Tentant de rapprocher leurs pensées politiques, soubassements de leurs combats, le Pr. Elie Ngoma Binda, Doyen de la faculté des lettres et sciences humaines de l'UNIKIN, fait ce constat : « Si pour Kabila, il n'est pas nécessaire de se faire arrimer au capitalisme sauvage pour exister comme nation et comme individualité ou comme peuple civilisé, pour Lumumba il est logique et humain de rendre au colonisé sa liberté pour exister vraiment comme personne humaine. Pour Lumumba, l'impérialisme est une orge odieuse qui dévore des innocents : les peuples colonisés, les négrifiés et les tiermondisés.

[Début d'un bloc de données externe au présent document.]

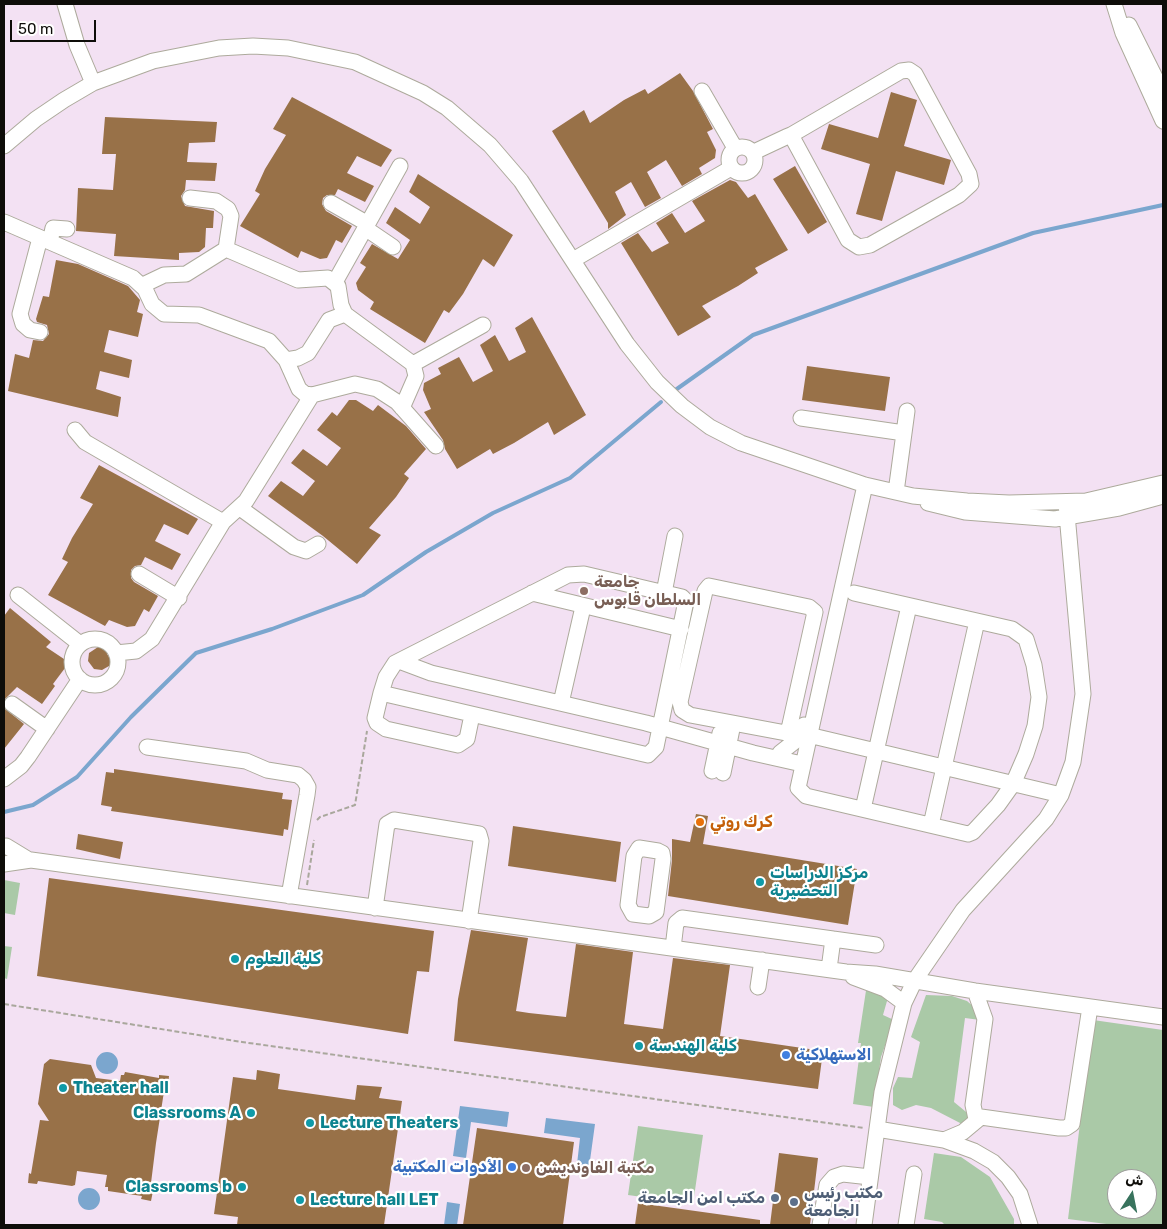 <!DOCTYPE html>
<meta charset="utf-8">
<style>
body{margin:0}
#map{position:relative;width:1167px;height:1229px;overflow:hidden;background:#f5f2e3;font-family:Rubik,"Noto Sans Arabic",sans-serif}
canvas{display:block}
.frame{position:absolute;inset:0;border:5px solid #0e0d09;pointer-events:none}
.north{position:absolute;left:1107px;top:1169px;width:50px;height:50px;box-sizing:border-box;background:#fff;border:1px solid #9f9e9d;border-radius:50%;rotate:11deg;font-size:14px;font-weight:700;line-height:20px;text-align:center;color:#0e0d09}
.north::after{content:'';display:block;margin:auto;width:18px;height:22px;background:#38735d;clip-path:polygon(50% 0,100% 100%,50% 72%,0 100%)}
.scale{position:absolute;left:10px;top:20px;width:86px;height:22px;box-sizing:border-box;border:2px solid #0e0d09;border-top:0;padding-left:6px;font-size:15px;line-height:18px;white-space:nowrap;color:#0e0d09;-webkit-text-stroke:4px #fff;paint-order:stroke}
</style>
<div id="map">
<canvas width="1167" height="1229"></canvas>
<div class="frame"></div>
<div class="north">ش</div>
<div class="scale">50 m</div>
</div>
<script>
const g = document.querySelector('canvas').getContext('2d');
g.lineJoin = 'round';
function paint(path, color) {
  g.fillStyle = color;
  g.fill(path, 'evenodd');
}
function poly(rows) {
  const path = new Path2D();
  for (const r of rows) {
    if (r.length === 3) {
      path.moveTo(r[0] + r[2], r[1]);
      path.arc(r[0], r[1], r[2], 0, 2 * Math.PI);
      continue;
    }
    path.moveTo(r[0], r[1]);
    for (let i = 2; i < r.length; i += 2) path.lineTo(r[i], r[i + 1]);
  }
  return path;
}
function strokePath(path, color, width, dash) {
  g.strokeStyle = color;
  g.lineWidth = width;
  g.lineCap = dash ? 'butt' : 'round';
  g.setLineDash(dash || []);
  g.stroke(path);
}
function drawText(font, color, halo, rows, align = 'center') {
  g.font = font + ' Rubik,"Noto Sans Arabic",sans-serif';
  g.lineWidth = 4.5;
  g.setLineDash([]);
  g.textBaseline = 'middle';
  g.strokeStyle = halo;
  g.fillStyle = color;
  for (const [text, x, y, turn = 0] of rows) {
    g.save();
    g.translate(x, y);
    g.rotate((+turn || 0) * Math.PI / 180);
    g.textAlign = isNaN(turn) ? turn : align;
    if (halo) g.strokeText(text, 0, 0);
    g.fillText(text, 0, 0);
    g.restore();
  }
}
const education = poly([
 [4,4,1163,4,1163,1225,4,1225],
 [1117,1179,1147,1179,1147,1209,1117,1209]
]);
const green = poly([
 [4,880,20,883,15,915,4,913],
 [4,946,12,947,7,979,4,978],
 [867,984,889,994,883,1015,894,1020,881,1057,874,1107,853,1104,861,1043,858,1043],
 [926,995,952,996,967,1001,975,1008,980,1020,965,1018,954,1102,971,1116,962,1124,931,1108,916,1105,902,1110,893,1105,893,1088,898,1077,912,1078,920,1042,911,1037],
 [1093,1020,1163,1030,1163,1225,1114,1225,1068,1219],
 [1117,1179,1147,1179,1147,1209,1117,1209],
 [638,1126,703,1135,693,1204,628,1195],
 [934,1153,961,1157,990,1177,1014,1219,1014,1225,945,1225,942,1222,924,1219]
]);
const water = poly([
 [107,1063,11],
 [460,1106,509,1112,507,1127,471,1122,466,1158,453,1156],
 [546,1118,595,1124,588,1175,576,1173,580,1138,544,1133],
 [89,1199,11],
 [447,1202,460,1204,457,1225,444,1225]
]);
const stream = poly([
 [674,391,753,335,1033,233,1163,205],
 [4,812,33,805,77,777,131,717,196,653,272,629,363,595,426,552,493,513,570,478,661,402]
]);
const building = poly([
 [680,73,693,91,713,129,707,132,716,150,715,158,699,168,702,174,682,186,666,160,647,172,661,198,645,207,631,182,615,192,626,215,608,229,608,223,552,131,584,110,590,123,624,100,645,89,648,94],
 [891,92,917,100,904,146,951,160,944,185,896,171,882,221,856,214,870,164,821,149,829,124,878,138],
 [292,97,392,150,381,167,357,156,347,173,374,186,365,202,338,189,335,195,327,195,323,198,322,204,326,211,352,226,342,243,336,240,327,258,320,259,301,251,298,258,240,226,260,194,255,191,265,169,286,135,273,129],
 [105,117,217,122,215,142,189,143,187,162,217,163,215,181,186,180,185,190,181,196,185,206,214,211,213,228,206,228,205,247,199,252,179,253,179,260,114,256,116,234,76,231,78,188,113,190,116,154,102,154],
 [795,166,827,222,808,234,773,179],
 [418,174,513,235,494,267,483,259,463,294,449,313,444,310,425,343,370,309,374,302,358,290,356,283,366,267,360,263,372,244,398,259,410,240,386,223,395,207,420,224,430,207,409,192],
 [730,180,736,182,748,198,755,194,788,250,755,268,758,273,738,286,702,306,711,317,678,336,621,243,638,233,652,252,669,243,656,223,672,213,685,233,705,221,692,201],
 [56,260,78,264,128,286,140,300,137,312,143,314,138,337,109,330,104,352,132,360,129,378,100,371,96,389,121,397,118,417,8,391,15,354,29,358,33,340,43,341,49,334,47,325,37,322,36,319,43,296,49,297],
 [532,317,586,415,554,435,548,422,514,443,493,454,490,449,457,469,445,449,443,440,424,412,431,409,423,390,424,383,441,374,438,368,459,357,473,382,493,371,480,345,495,335,509,361,526,352,515,328],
 [807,366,890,377,885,411,802,400],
 [349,400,356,400,373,411,378,405,406,426,426,449,404,474,409,478,396,497,369,528,381,535,357,564,323,536,268,496,281,481,303,496,315,481,291,463,303,449,327,466,341,448,317,430,332,412,337,416],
 [99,465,198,519,188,535,164,524,155,541,181,554,172,570,145,557,141,565,135,566,131,570,131,578,134,582,158,596,149,612,144,609,135,626,127,627,109,620,105,626,48,595,68,562,62,559,72,538,93,504,80,498],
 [10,608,51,642,46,647,64,659,65,668,53,684,55,686,42,704,17,687,4,700,4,616],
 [98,647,107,649,107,654,112,661,109,666,102,670,94,669,88,661,89,653],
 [4,708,24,724,4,749],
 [114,769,283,793,282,799,292,800,288,830,284,829,283,836,111,811,112,807,101,805,106,772,114,773],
 [696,814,708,816,703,844,857,869,848,925,668,896,672,860,672,839,690,842],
 [513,826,621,842,616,882,508,866],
 [78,834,123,842,120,859,76,849],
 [49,878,434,931,429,972,417,971,408,1034,37,976],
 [471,930,528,938,516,1011,529,1013,566,1017,576,944,633,952,624,1024,663,1029,673,958,730,965,720,1036,823,1051,818,1089,454,1041,458,999],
 [50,1059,91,1065,96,1078,120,1081,121,1075,124,1075,125,1072,159,1078,159,1075,169,1076,168,1085,165,1085,156,1143,150,1191,153,1191,151,1201,141,1199,142,1196,108,1191,108,1187,105,1187,107,1175,77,1171,75,1185,72,1186,38,1181,37,1184,28,1183,29,1173,31,1174,40,1120,49,1121,38,1104,44,1064],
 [257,1070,280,1074,278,1089,355,1100,357,1085,382,1087,379,1098,402,1101,384,1225,237,1225,238,1217,214,1214,233,1077,256,1080],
 [477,1128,574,1142,563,1225,463,1225],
 [779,1153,818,1158,810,1225,770,1225],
 [638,1203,760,1220,760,1225,635,1225]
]);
const path = poly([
 [317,820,320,817,355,805,367,731],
 [307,885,314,840],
 [4,1004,242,1042,864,1128]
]);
const minor = poly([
 [65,4,77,45,93,83],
 [1114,4,1123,33,1163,121],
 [1129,25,1163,93],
 [702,91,735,148],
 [4,146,36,119,64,100,93,83,153,61,219,48,253,46,288,48,355,62,423,93,447,108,490,145,521,181,627,344,657,382,682,406,710,427,741,443,865,485,913,496,967,501,1009,503,1086,501,1163,483],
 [742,160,13],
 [754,152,786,137,791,135,901,71,909,70,915,74,969,174,971,184,959,195,870,245,859,247,848,240,791,135],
 [190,198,216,201,228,209,231,216,226,249],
 [331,203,368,224],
 [4,222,133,278,145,289,152,304,164,314,199,315,269,341,286,360,299,389,305,394,312,395,355,384,377,389,397,402,436,446],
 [365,228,393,247],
 [40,238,20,314,23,324,30,330,40,332],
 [50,242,53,228,67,229],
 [573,260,731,168],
 [335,282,400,166],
 [143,285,164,275,186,274,226,249,298,280,328,278,338,286,341,305,345,314,413,364,416,376,402,408],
 [286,360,298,358,308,353,329,320,345,314],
 [413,364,483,325],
 [801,418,904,433],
 [75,430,85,442,223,522],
 [896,492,907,411],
 [928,503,965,512,1055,519,1119,508,1163,496],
 [240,508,294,547,306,551,318,544],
 [139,574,179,598],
 [709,586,809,607,815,612,789,729,786,733,690,715,682,710,680,702,705,591,709,586],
 [532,593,681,629],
 [664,593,675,536],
 [854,593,1012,629,1026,639,1034,665,1039,697,1035,726,1026,754,1013,784,998,805,973,832,968,834,806,796,798,788,865,485],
 [18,595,80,644],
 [95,662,23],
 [116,653,136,651,152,639,223,522,246,501,312,395],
 [399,661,431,673,646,723,753,753,802,764],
 [381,693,648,755,656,747,686,601,682,597,584,574,568,575,395,663,386,677,381,693,375,718,377,723,386,729,458,745,467,739,472,715],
 [561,703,583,607],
 [12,704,47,729],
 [800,733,1061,795],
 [147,747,246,761,267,770,298,775,304,780,308,787,307,795,289,896],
 [780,753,794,742,804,725],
 [712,771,720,733],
 [723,773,733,724],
 [4,779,21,766,28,757,80,679],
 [863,809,909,606],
 [931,825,977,621],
 [6,846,29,860],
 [639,848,658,851,662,853,663,859,656,912,649,916,633,914,628,905,634,856,639,848],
 [4,864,31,860,846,972,875,974,975,991,1163,1017],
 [375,908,387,824,394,820,479,834,481,841,469,921],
 [673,948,676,923,682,918,876,945],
 [829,969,833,939],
 [853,977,885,989,904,1003],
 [758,987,762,960],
 [975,991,985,1019,973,1105,976,1119],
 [877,1129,944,1140,974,1151,993,1162,1008,1177,1020,1194,1030,1225],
 [944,1140,963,1132,981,1117,1059,1128,1066,1128,1072,1124,1090,1007],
 [820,1225,827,1185,834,1177,843,1174,870,1177],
 [864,1225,882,1092,904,1003,915,980,963,910,1046,819,1061,795,1073,762,1083,694,1066,503],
 [906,1225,914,1174]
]);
const markers = [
 [584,591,5,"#8d6e63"],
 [700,822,5,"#e8710a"],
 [760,882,5,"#0f9aa8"],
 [235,959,5,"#0f9aa8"],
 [639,1046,5,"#0f9aa8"],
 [786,1055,5,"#3f7fe0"],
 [63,1088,5,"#0f9aa8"],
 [251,1113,5,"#0f9aa8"],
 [310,1123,5,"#0f9aa8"],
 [512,1167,5,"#3f7fe0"],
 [526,1168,5,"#8d6e63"],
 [242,1187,5,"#0f9aa8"],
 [775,1198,5,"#5c6f8a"],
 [300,1200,5,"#0f9aa8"],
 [794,1202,5,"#5c6f8a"]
];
const educationNames = [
 ["جامعة",594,582],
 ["السلطان قابوس",594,600],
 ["مكتبة الفاونديشن",536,1168]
];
const foodNames = [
 ["كرك روتي",710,822]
];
const cultureNames = [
 ["مركز الدراسات",770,873],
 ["التحضيرية",770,891],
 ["كلية العلوم",245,959],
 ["كلية الهندسة",649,1046],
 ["Theater hall",73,1088],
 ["Classrooms A",241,1113,"right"],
 ["Lecture Theaters",320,1123],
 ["Classrooms b",232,1187,"right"],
 ["Lecture hall LET",310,1200]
];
const shopNames = [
 ["الاستهلاكية",796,1055],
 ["الأدوات المكتبية",502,1167,"right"]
];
const serviceNames = [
 ["مكتب رئيس",804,1193],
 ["الجامعة",804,1211],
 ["مكتب امن الجامعة",765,1198,"right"]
];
paint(education, '#f3e1f3');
paint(green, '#aac9a7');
paint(water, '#7ba6ce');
strokePath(stream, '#7ba6ce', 4);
paint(building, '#987148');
strokePath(minor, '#adaa9c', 17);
strokePath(path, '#a9a79c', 2, [5, 2.5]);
strokePath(minor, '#fff', 15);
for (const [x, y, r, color] of markers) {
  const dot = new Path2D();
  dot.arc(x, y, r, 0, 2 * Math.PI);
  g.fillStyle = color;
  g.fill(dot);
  strokePath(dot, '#fff', 2);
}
drawText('bold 16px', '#785e54', '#fff', educationNames, 'left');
drawText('bold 16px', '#c56008', '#fff', foodNames, 'left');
drawText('bold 16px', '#0d838f', '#fff', cultureNames, 'left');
drawText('bold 16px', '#366cbe', '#fff', shopNames, 'left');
drawText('bold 16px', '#4e5e75', '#fff', serviceNames, 'left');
</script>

Pour Kabila la domination des autres par le colonialisme forcené est, ni moins ni plus, une entreprise satanique qu'il est moralement, légitime et impératif de combattre avec force, détermination, sans jamais fléchir, ni trahir fut-il durant des très longues années de privations, des souffrances, d'errances à travers forêts et patries étrangères. Pour M'Zee, la survie du Congo et de l'homme dans le monde ne sera garantie que par la mise à mort de l'ordre impérialiste, pour Lumumba, le Congolais, et à travers lui l'Africain, ne parviendra à l'humanité et à la vie digne le 28 décembre 1958, revenant de la conférence d'Accra, Lumumba déclarait « nous voulons nous libérer pour collaborer avec la Belgique dans la liberté, l'égalité et la dignité.
La collaboration n'est pas possible dans les rapports de sujétion ». Le professeur Ndaywel souligne que c'est au non de cette idéologie que les deux personnalités ont été tuées non pas de manière accidentelle et imprévue, mais à la suite des planifications rigoureuses et macabres. Et d'ajouter : « Comme victimes, Lumumba et Kabila ont vu venir la mort, conscients du danger qui le guettaient. Mais tous deux ont choisi la voie héroïque ».
Chacun en son temps, a accepté l'éventualité de ce triste sort, plutôt que de s'y soustraire en renonçant à l'idéal. C'est au regard de leurs combats que les deux héros ont trouvé leur place dans la renaissance africaine. Pour que le sacrifice de nos deux héros ne soit pas vain, le recteur de l'UNIKIN, Jean-Berchmans Labara recommande aux Congolais : « Une aversion sans compromis pour la servitude, toute forme de colonisation et d'exploitation ; un patriotisme sans faille, dans une vision politique, économique et sécuritaire, sous-tendue à la foi par la cohésion interne et la solidarité africaine ; une passion illimitée pour la liberté, la dignité, le bien commun du peuple ; une foi sans équivoque dans la capacité de l'auto prise en charge ; un combat acharné contre les antivaleurs et une confiance profonde dans la vertu de mobilisation du peuple, surtout de la jeunesse dans l'uvre de reconstruction, de développement et de renaissance ».
Comme Saint Paul à Timothée, souvenons-nous toujours de ceux qui ont été les portes flambeaux de notre libération, de la manière dont ils ont mené leurs combats, et de la manière dont ils ont quitté la terre des hommes. C'est le devoir de mémoire.